¿En algún momento has sentido que tu tabla se queda "pegada" en los planos o que no sujeta bien en el hielo? Si la contestación es sí, probablemente tu equipo esté pidiendo a gritos un poco de cariño.
Sostener tu tabla de snowboard no es únicamente una cuestión de estética; es fundamental para tu seguridad, para la velocidad y para alargar la vida útil de tu inversión. En este post, te enseñamos los pasos básicos para cuidar tu tabla como un profesional.
1. La limpieza: el paso inicial
Antes de realizar cualquier reparación o encerado, la tabla ha de estar inigualable. Durante el día de riding, la suela amontona restos de polución, polen, aceites de las máquinas de la estación y mugre.

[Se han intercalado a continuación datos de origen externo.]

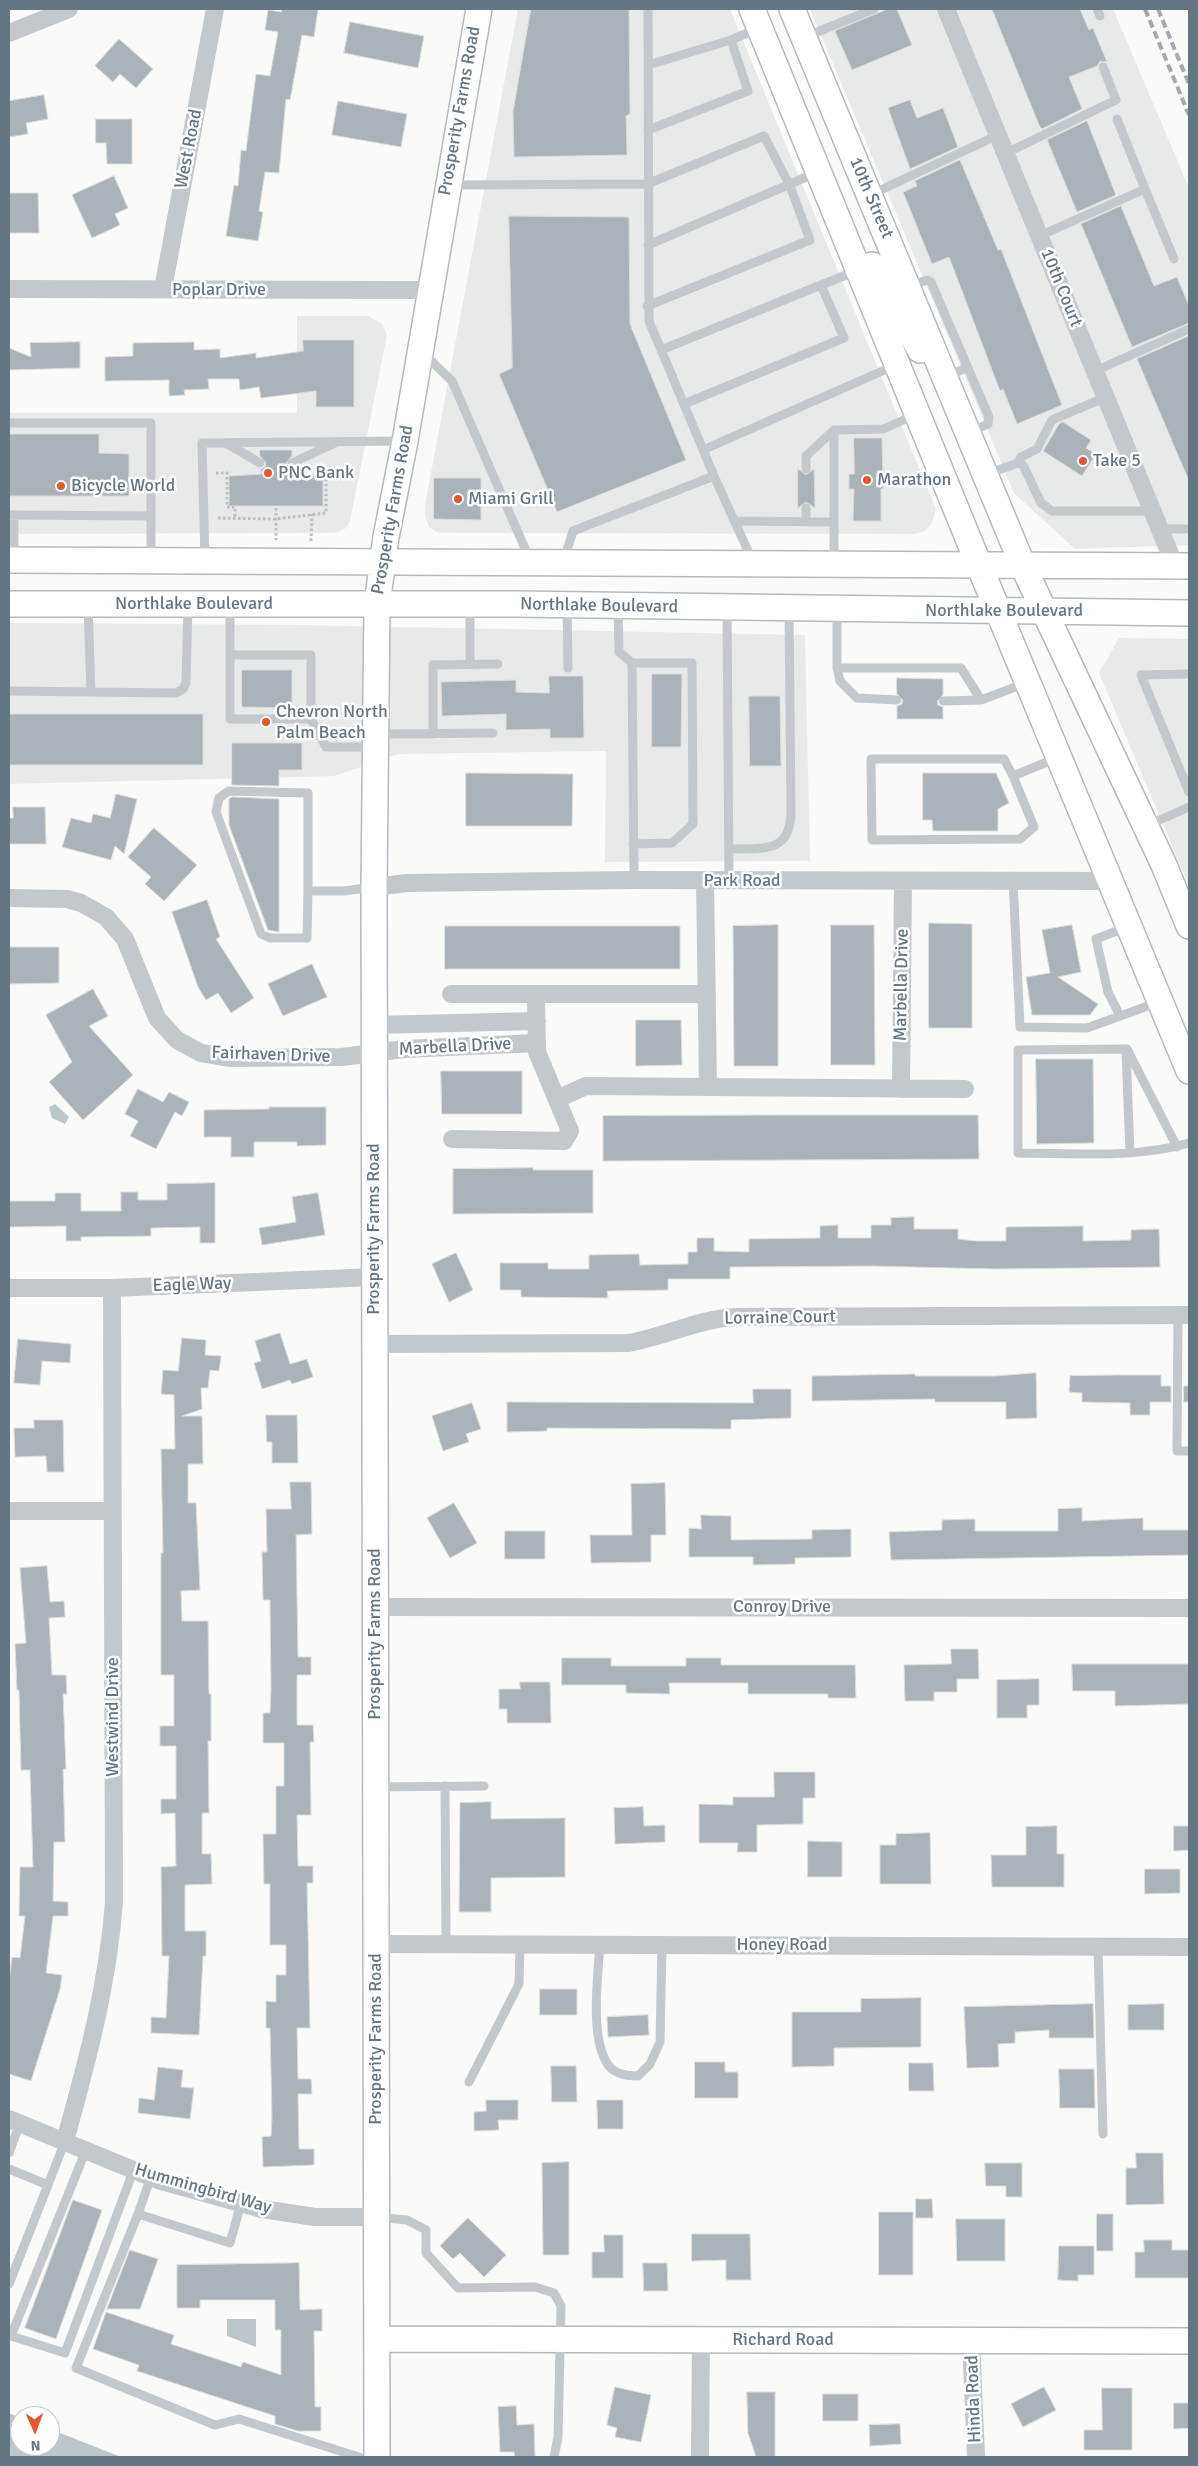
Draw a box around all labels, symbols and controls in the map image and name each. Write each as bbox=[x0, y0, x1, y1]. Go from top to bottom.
street label: Prosperity Farms Road bbox=[434, 25, 486, 197]
street label: West Road bbox=[171, 108, 207, 190]
street label: 10th Street bbox=[844, 154, 898, 242]
street label: 10th Court bbox=[1035, 246, 1087, 330]
street label: Poplar Drive bbox=[172, 279, 266, 301]
street label: Prosperity Farms Road bbox=[367, 424, 419, 596]
place label: Take 5 bbox=[1093, 450, 1141, 472]
marker: Take 5 bbox=[1077, 455, 1089, 467]
place label: PNC Bank bbox=[278, 462, 354, 484]
marker: PNC Bank bbox=[262, 467, 274, 479]
place label: Marathon bbox=[877, 469, 951, 491]
marker: Marathon bbox=[861, 474, 873, 486]
place label: Bicycle World bbox=[71, 475, 175, 497]
marker: Bicycle World bbox=[55, 480, 67, 492]
place label: Miami Grill bbox=[468, 488, 553, 510]
marker: Miami Grill bbox=[452, 493, 464, 505]
street label: Northlake Boulevard bbox=[115, 593, 273, 615]
street label: Northlake Boulevard bbox=[520, 594, 678, 618]
street label: Northlake Boulevard bbox=[925, 600, 1083, 622]
place label: Chevron North Palm Beach bbox=[276, 701, 388, 744]
marker: Chevron North Palm Beach bbox=[260, 716, 272, 728]
street label: Park Road bbox=[703, 870, 781, 892]
street label: Marbella Drive bbox=[890, 929, 914, 1041]
street label: Marbella Drive bbox=[398, 1033, 512, 1061]
street label: Fairhaven Drive bbox=[211, 1042, 331, 1068]
street label: Prosperity Farms Road bbox=[363, 1143, 385, 1315]
street label: Eagle Way bbox=[152, 1273, 232, 1297]
street label: Lorraine Court bbox=[724, 1306, 836, 1330]
street label: Prosperity Farms Road bbox=[364, 1548, 386, 1720]
street label: Conroy Drive bbox=[733, 1596, 831, 1618]
street label: Westwind Drive bbox=[102, 1657, 124, 1777]
street label: Honey Road bbox=[736, 1934, 828, 1956]
street label: Prosperity Farms Road bbox=[365, 1953, 387, 2125]
street label: Hummingbird Way bbox=[132, 2159, 274, 2219]
street label: Richard Road bbox=[732, 2329, 834, 2351]
street label: Hinda Road bbox=[962, 2355, 986, 2443]
north arrow bbox=[10, 2406, 60, 2456]
text: N bbox=[30, 2437, 41, 2454]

- Cómo hacerlo: Emplea un paño suave y un limpiador concreto para suelas (base cleaner). Si no tienes, un poco de alcohol isopropílico puede marchar, pero no abuses de él puesto que puede resecar la suela.
- Importante: Limpia asimismo la parte superior (top sheet) y las fijaciones para eludir que la humedad oxide los tornillos.

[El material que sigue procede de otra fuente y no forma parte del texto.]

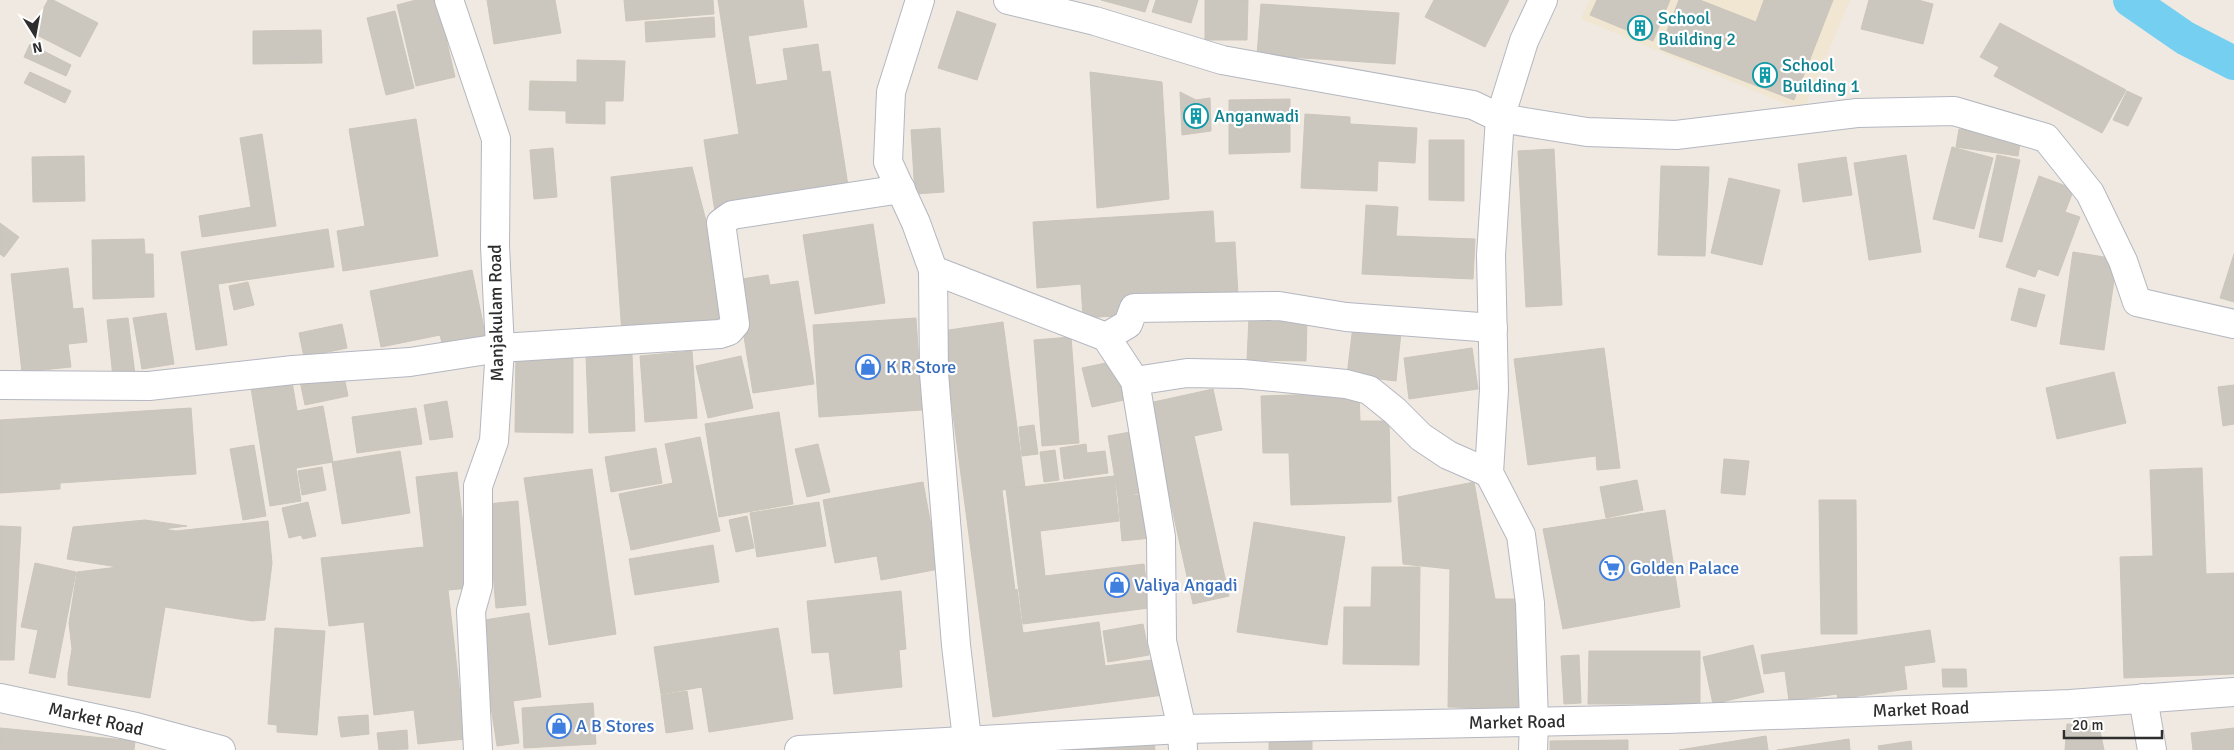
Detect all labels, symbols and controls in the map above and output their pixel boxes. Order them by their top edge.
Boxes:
place label: School Building 2 [1658,7,1736,50]
north arrow [10,10,60,60]
building icon: School Building 2 [1627,15,1653,41]
text: N [31,38,44,57]
place label: School Building 1 [1782,54,1860,97]
building icon: School Building 1 [1752,62,1778,88]
building icon: Anganwadi [1183,103,1209,129]
place label: Anganwadi [1214,105,1299,127]
street label: Manjakulam Road [484,244,508,382]
shop icon: K R Store [855,354,881,380]
place label: K R Store [886,356,956,378]
supermarket icon: Golden Palace [1599,555,1625,581]
place label: Golden Palace [1630,557,1739,579]
shop icon: Valiya Angadi [1104,572,1130,598]
place label: Valiya Angadi [1134,574,1238,596]
street label: Market Road [1872,696,1970,722]
street label: Market Road [46,697,146,741]
scale bar [2064,708,2162,740]
street label: Market Road [1468,710,1566,734]
shop icon: A B Stores [546,713,572,739]
place label: A B Stores [576,715,655,737]
text: 20 m [2072,716,2103,734]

2. El afilado de cantos (Edges)
Los cantos son los que te permiten recortar la nieve y frenar. Si están romos o tienen rebabas (pequeñas muescas por pegar piedras), perderás el control en nieve dura.

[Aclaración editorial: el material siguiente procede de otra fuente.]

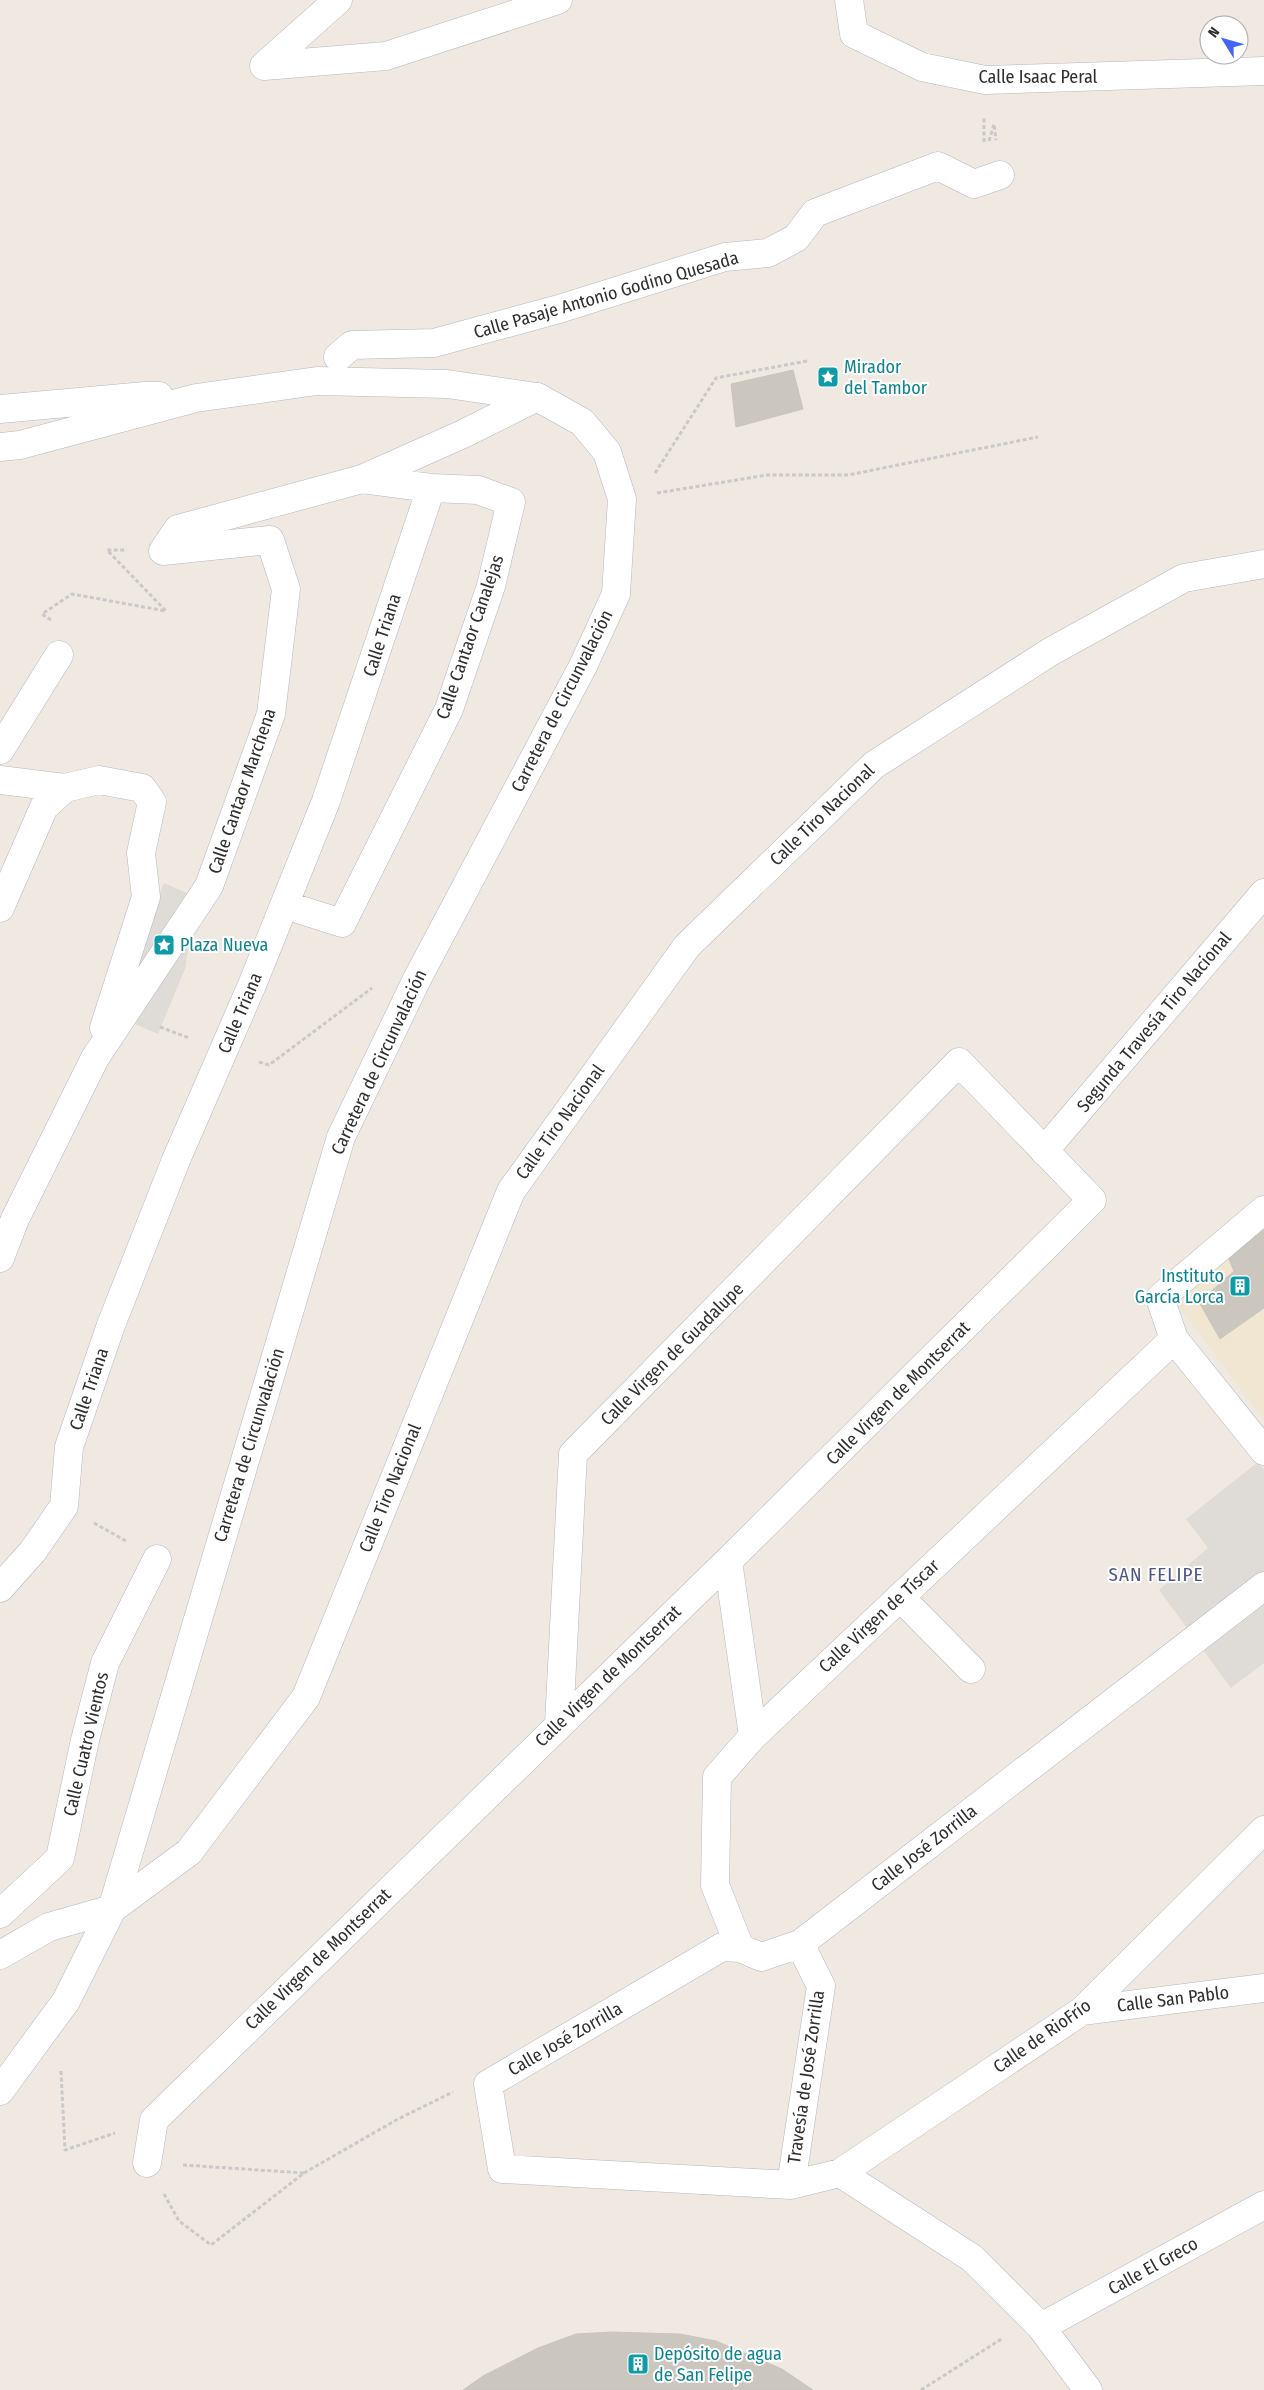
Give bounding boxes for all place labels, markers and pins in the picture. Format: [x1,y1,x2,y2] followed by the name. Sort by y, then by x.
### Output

- Herramienta: Precisarás un afilador de cantos manual o una lima de diamante.
- El proceso: Pasa la herramienta siempre en exactamente la misma dirección (de espátula a cola). No se trata de quitar mucho metal, sino más bien de devolverle el ángulo y la finura.
- Truco: Si notas una rebaba muy grande, utiliza una piedra de esmeril antes de pasar la lima para no dañarla.
3. El encerado: el secreto del deslizamiento
El encerado es, probablemente, la parte más esencial del mantenimiento. Una suela seca se vuelve blanca y se regresa lenta.
- Materiales: Plancha (preferiblemente específica de snowboard), cera, una rasqueta de metacrilato y un cepillo de crin o nylon.
- Pasos:
- Gotea la cera: Excita la plancha y deja caer gotas de cera sobre la suela.
- Extiende: Pasa la plancha suavemente para repartir Más detalles la cera. ¡Precaución! Jamás dejes la plancha quieta en un solo sitio o podrías abrasar la suela.
- Enfría: Deja que la tabla repose a temperatura ámbito cuando menos 30-60 minutos. La suela tiene poros que deben absorber la cera al enfriarse.
- Raspa: Quita el exceso de cera con la rasqueta hasta que parezca que no queda nada.
- Cepilla: Pasa el cepillo desde la punta hacia la cola para ofrecer composición y que la tabla vuele sobre la nieve.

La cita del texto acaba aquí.